Hedge fund shuts down after sexual harassment and assault allegations against its founder, who claims to be a victim of ‘the woke brigade’

This post was originally published on this site

https://content.fortune.com/wp-content/uploads/2023/10/GettyImages-1231237529-e1698783113783.jpg?w=2048

Odey Asset Management is closing down, months after its founder Crispin Odey faced fresh allegations of sexual misconduct. 

The firm said on its website Tuesday that the entire business, including Brook Asset Management and Odey Wealth, will be closing. Its funds will either shutter or move to other companies. 

Odey Asset Management has been spiraling since the Financial Times reported numerous sexual harassment and assault allegations against its founder, Crispin Odey, who has disputed the claims. Numerous banks have cut ties with his firm and investors have raced for the exits, forcing the company to shut two funds and suspend several others.

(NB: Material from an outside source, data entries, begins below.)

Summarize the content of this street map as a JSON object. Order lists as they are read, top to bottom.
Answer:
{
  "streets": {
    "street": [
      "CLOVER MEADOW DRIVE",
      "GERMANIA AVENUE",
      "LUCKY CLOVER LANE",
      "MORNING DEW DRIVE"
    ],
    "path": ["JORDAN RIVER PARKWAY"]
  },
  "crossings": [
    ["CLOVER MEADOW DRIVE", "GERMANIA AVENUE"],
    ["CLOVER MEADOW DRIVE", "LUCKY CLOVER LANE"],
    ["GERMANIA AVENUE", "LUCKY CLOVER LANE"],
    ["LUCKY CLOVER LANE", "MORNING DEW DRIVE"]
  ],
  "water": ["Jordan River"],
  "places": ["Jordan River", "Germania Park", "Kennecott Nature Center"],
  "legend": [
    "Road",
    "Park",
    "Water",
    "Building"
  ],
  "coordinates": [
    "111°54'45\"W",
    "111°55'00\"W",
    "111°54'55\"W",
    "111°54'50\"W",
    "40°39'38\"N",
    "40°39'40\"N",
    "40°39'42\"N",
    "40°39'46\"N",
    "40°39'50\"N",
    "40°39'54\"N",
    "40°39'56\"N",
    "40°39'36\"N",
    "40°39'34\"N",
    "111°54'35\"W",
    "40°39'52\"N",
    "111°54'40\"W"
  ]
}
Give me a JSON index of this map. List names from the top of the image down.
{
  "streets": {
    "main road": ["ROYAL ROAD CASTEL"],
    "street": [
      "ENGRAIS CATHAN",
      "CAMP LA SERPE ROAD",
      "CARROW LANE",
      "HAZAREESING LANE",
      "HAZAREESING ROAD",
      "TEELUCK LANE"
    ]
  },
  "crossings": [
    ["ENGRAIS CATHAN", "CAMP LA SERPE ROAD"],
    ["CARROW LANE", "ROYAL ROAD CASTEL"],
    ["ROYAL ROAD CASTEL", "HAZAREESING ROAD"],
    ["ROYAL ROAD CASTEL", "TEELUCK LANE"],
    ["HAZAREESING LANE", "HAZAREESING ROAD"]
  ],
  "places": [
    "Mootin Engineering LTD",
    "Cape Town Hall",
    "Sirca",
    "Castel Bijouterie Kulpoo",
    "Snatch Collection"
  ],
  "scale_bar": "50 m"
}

In June, Odey was removed from the firm that he’d established in 1991, and the hedge funds he ran until his departure have been transfered to Bainbridge Partners, where his former co-manager Freddie Neave will run them. 

The claims about Odey’s behavior sparked months of negotiations as the fund managers at his firm tried to find other asset managers to house them and their money pools. Oliver Kelton moved to SW Mitchell Capital, whose founder Stuart Mitchell formerly worked at JO Hambro Investment Management at the same time as Kelton, according to their LinkedIn profiles.

The Brook Global Emerging Markets Fund — run by Sophia Whitbread, the only female portfolio manager at the firm — was shuttered.

With his company being wound down, the question is what Crispin Odey does next.

In late June, he approached a private investigator to discuss the “massive witch hunt” he faced. In a recording of their conversation, 64-year-old Odey criticized his treatment by the media and said he had been targeted by “the woke brigade,” adding that he planned to clear his name. Seth Freedman, who runs London-based corporate intelligence firm Red Mist, ultimately didn’t work with Odey. 

Asked by the investigator about the swift expulsion by his company and counterparties, Odey said his partners had no grounds to take the business away from him. 

“It served my corner quite well because they then had a death as far as they were concerned, the woke brigade, you know,” he said at the time. “So they stop and actually I then gather everything back up together and I then say ‘hey, let’s wait.’” 

Two of Odey’s alleged victims sued the manager and his firm over sexual abuse allegations earlier this year. No details of the claims have been public yet.